This section is for any interesting values of $A$.

\paragraph{Arithmetic progression} If $A$ is an arithmetic progression, then it minimizes the sumset and the diffset.

\section{BSG Theorem}
\begin{itemize}
    \item Bounded Monotone MinConv $\leftrightarrow$ 3SUM$^+$ $\leftrightarrow$ Necklace Alignment
    \item One formulation of the BSG Theorem states
    
    Given sets $A,B,S$ of size $N$ in any abelian group such that $|\{(a,b) \in A \times B : a+b \in S\}| \geq \alpha N^2$, we must have $|A'+B'| \leq O((1/\alpha)^5 N)$ for some large subsets $A' \subseteq A$ and $B' \subseteq B$ with $|A'|, |B'|, \geq \Omega(\alpha N)$
    \begin{itemize}
        \item Reveals that the special condition is that the sumset $A+B$ has small size - similar to Freiman's Theorem (not used)
        \item $A,B$ are not necessarily special, just that large subsets $A', B'$ are special. A stronger version allows us to remove covered pairs $(a,b) \in A \times B$, which is stated later.

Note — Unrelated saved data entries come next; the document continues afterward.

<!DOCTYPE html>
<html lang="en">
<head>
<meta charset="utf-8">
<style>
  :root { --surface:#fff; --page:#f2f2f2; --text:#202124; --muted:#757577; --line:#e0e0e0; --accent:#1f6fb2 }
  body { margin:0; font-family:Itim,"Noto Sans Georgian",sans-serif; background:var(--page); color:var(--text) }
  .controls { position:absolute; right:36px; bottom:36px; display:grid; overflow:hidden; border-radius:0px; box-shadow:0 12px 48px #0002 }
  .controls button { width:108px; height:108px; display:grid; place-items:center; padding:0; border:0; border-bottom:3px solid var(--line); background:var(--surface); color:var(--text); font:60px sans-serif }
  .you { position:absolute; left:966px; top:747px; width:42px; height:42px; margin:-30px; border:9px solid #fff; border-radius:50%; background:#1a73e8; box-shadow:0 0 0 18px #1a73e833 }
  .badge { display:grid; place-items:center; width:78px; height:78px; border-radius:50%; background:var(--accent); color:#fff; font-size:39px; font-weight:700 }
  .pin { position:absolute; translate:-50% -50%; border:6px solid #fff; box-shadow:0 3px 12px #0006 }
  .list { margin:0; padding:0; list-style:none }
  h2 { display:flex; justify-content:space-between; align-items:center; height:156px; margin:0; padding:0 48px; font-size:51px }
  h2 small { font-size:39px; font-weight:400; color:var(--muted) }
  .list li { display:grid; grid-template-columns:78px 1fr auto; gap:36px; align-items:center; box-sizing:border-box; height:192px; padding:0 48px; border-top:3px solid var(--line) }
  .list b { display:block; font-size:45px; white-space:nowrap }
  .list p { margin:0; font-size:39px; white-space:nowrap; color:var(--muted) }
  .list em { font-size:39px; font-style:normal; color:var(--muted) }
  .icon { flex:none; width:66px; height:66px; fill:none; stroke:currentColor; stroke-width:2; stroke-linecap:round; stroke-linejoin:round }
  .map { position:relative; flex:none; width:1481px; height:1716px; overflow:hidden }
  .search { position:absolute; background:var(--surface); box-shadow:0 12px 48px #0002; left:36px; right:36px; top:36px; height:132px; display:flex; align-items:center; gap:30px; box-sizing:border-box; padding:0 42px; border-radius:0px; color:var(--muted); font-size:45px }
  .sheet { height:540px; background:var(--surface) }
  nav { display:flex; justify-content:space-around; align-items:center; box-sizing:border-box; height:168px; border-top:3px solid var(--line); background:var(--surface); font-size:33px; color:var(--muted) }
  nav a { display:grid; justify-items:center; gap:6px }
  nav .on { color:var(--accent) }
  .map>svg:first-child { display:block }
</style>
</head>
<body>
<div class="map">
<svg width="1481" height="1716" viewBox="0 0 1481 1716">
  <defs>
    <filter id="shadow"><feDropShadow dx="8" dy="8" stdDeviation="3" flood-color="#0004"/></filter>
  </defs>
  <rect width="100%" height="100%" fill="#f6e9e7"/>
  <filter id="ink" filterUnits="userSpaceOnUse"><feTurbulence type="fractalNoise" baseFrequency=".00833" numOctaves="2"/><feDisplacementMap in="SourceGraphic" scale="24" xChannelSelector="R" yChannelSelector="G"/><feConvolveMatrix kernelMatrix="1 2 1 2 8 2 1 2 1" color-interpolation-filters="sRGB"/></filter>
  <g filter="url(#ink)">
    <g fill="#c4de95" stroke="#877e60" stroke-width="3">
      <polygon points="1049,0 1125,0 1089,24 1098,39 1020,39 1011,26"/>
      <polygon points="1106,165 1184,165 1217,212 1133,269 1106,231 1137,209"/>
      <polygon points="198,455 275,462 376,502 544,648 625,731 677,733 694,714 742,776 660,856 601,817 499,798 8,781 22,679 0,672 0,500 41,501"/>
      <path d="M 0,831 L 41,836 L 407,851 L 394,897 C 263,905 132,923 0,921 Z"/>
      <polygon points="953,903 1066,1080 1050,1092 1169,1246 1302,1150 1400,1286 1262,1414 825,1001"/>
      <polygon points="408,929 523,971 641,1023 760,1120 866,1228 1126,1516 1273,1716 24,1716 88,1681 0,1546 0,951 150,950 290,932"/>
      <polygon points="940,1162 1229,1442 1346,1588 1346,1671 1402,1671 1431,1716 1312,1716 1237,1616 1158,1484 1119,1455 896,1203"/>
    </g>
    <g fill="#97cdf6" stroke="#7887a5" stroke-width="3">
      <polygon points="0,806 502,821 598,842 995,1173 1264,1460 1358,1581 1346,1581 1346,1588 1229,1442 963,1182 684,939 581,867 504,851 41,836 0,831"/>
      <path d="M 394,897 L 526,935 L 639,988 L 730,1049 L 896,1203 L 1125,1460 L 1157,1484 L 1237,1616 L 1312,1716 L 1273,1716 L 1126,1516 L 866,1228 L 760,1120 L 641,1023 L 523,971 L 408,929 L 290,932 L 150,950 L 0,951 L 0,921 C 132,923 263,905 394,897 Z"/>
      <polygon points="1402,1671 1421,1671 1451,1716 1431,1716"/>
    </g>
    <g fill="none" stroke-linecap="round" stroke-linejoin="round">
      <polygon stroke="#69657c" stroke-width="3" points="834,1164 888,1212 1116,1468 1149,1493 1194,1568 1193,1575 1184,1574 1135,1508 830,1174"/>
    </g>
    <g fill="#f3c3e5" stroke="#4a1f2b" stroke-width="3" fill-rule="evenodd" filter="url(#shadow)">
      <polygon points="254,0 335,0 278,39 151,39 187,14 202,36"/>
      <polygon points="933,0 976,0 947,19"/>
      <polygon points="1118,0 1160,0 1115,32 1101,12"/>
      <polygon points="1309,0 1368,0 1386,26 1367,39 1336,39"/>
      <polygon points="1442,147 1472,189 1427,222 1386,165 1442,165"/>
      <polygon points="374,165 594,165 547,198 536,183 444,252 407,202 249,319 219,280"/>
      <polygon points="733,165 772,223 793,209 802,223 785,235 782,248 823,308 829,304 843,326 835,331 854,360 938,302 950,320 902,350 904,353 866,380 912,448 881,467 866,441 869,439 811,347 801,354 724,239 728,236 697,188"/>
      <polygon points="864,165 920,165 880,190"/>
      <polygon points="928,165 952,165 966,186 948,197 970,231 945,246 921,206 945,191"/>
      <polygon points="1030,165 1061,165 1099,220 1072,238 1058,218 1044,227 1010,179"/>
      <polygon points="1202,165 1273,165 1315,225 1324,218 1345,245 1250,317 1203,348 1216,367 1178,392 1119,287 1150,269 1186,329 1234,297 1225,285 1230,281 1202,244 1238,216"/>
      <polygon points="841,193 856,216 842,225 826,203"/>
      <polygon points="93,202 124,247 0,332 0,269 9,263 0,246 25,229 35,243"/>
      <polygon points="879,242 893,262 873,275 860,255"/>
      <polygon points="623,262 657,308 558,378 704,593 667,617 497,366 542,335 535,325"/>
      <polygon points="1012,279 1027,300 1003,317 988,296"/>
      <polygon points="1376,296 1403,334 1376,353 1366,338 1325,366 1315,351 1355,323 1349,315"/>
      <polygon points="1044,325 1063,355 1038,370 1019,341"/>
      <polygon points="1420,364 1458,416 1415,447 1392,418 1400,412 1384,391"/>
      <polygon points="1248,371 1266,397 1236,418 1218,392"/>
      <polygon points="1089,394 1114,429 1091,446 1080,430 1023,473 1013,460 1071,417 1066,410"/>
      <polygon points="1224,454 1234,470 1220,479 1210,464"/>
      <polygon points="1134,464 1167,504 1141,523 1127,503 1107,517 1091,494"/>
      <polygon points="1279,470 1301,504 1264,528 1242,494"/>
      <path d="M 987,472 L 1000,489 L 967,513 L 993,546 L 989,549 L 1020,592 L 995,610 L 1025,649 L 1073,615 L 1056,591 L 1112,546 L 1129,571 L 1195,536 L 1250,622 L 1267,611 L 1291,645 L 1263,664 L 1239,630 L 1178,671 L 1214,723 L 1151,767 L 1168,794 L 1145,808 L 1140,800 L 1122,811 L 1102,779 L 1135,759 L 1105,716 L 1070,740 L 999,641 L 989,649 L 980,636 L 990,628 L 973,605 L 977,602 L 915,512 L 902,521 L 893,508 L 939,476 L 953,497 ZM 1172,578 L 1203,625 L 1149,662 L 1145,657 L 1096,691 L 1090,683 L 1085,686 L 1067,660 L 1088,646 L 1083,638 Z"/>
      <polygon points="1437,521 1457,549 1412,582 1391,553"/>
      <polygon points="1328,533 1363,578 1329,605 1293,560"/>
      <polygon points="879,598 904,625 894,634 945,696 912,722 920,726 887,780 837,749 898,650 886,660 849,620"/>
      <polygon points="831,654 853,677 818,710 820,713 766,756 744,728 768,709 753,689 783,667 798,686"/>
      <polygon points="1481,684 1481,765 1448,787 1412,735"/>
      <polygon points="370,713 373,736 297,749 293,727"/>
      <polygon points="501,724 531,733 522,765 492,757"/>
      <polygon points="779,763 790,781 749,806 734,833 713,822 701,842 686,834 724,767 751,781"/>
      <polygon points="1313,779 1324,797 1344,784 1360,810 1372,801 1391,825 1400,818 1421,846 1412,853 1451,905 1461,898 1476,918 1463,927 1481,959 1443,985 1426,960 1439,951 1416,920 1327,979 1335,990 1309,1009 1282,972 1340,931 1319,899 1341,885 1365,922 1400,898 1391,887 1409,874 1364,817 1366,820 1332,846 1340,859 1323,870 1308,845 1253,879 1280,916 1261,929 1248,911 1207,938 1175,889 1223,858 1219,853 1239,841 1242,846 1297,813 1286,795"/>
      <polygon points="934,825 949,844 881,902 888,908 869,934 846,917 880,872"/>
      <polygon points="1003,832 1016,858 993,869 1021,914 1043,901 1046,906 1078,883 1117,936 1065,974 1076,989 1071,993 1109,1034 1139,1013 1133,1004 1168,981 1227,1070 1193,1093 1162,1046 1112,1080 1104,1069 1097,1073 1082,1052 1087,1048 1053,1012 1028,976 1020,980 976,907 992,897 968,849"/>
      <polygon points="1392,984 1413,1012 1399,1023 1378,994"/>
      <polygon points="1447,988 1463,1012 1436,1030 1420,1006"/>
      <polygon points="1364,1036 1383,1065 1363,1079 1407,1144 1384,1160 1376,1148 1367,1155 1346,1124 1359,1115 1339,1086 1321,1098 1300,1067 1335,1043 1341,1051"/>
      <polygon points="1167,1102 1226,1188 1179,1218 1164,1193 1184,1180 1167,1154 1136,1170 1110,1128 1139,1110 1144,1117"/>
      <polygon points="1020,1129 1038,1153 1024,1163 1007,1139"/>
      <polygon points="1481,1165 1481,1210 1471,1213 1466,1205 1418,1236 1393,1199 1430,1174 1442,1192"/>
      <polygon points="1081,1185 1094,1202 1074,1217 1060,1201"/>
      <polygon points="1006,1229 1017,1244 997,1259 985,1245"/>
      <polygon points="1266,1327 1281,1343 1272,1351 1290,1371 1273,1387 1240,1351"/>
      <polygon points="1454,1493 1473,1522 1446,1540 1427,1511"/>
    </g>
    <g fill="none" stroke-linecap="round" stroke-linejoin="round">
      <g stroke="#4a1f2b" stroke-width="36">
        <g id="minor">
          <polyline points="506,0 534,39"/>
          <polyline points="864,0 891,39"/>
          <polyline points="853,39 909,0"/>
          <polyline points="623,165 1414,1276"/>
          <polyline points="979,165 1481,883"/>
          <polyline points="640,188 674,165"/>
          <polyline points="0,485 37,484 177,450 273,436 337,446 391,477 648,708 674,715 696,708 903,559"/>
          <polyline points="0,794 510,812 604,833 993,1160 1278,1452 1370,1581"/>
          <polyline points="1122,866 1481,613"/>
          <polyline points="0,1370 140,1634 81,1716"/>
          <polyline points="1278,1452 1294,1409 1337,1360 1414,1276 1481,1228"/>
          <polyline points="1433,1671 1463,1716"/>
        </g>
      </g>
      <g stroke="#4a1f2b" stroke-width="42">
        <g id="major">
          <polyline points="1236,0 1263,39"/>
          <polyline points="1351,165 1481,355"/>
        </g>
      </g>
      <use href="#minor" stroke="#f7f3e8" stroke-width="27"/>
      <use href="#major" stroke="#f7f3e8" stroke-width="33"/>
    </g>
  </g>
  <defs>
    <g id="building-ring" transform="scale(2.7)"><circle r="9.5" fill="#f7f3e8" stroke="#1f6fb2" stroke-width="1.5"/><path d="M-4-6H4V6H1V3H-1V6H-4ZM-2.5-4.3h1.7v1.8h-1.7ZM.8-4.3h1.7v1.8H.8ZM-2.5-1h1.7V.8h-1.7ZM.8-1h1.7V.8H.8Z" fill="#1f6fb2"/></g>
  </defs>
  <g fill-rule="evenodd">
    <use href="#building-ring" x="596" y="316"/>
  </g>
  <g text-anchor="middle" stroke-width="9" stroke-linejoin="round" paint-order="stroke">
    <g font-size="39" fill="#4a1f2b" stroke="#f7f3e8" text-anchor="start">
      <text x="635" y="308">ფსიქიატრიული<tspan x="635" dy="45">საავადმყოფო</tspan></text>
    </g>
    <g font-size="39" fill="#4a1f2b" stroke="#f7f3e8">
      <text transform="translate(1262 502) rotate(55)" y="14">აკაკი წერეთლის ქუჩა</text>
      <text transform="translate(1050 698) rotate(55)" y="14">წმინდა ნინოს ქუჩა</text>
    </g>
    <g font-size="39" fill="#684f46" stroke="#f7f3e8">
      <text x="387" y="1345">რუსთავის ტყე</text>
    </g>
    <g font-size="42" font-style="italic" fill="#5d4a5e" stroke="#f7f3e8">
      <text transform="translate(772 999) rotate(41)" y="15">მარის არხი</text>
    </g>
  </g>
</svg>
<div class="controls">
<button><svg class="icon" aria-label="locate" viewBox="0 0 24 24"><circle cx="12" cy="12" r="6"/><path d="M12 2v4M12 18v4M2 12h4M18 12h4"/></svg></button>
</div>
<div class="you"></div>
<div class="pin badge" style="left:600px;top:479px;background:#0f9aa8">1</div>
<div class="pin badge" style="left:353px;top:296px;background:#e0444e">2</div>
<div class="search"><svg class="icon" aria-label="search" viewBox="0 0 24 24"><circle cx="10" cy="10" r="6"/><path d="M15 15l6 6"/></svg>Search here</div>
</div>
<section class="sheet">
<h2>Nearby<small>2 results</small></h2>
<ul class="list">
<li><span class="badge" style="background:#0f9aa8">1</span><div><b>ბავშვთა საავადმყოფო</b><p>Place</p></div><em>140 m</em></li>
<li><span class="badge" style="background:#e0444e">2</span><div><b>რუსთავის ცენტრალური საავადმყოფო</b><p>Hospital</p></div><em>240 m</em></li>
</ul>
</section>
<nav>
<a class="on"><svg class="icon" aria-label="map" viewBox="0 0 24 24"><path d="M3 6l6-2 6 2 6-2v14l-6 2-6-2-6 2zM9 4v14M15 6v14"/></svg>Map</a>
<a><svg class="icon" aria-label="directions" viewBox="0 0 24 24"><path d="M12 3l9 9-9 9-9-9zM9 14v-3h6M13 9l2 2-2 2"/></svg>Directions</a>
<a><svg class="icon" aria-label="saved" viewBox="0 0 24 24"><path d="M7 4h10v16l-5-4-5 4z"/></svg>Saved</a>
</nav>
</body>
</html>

        \item We need to choose $\alpha$ and $l$ to balance contribution of normal and special cases
    \end{itemize}
    
    \item The BSG Theorem we will use states
    
    Let $A,B$ be finite subsets of an abelian group, and $G \subseteq A \times B$. Suppose that $|A||B| = \Theta(N^2), |\{a+b: (a,b) \in G\}| \leq tN$, and $|G| \geq \alpha N^2$. Then there exist subsets $A' \subseteq A$ and $B' \subseteq B$ such that 
    \begin{enumerate}
        \item $|A' + B| \leq O(((1/\alpha)^5t^3N)$
        \item $|G \cap (A' \times B') \geq \Omega(\alpha|A'||B|) \geq \Omega(\alpha^2N^2)$
    \end{enumerate}
    The idea is that we want to iteratively remove $A' \times B'$ from $G$ (starting with $G = \{(a,b) | a+b \in S\}$, and we get the following corollary if we do this.
    
    \item BSG Corollary states
    
    Let $A,B,S$ be finite subsets of an abelian group. Suppose that $|A||B| = O(N^2)$ and $|S| \leq tN$. For any $\alpha < 1$, there exist subsets $A_1, ... , A_k \subseteq A$ and $B_1, ... , B_k \subseteq B$ such that
    \begin{enumerate}
        \item the remainder set $R = \{(a,b) \in A \times B : a+b \in S\} \backslash \bigcup_{i=1}^k (A_i \times B_i)$ has at most size $\alpha N^2$
        \item $|A_i + B_i| \leq O((1/\alpha)^5t^3N)$ for each $i=1,...,k$
        \item $k = O(1/\alpha)$
    \end{enumerate}
    
    \item The remainder set $R$ is the set of elements $a,b$ that contain a sum in $s \in S$ but are not included in the subset partitioning
    \item Thus, the BSG Corollary gives us two important pieces: the list of $A_i + B_i$ and the remainder set $R$. All the $A_i + B_i$ have a small sumset (by construction definition), and thus the elements within have high collision. The remainder set is the entire sumset $A+B$ with every $A_i \times B_i$ removed, meaning that this represents the sums with low collision. Given these two portions, we want to deal with them separately. 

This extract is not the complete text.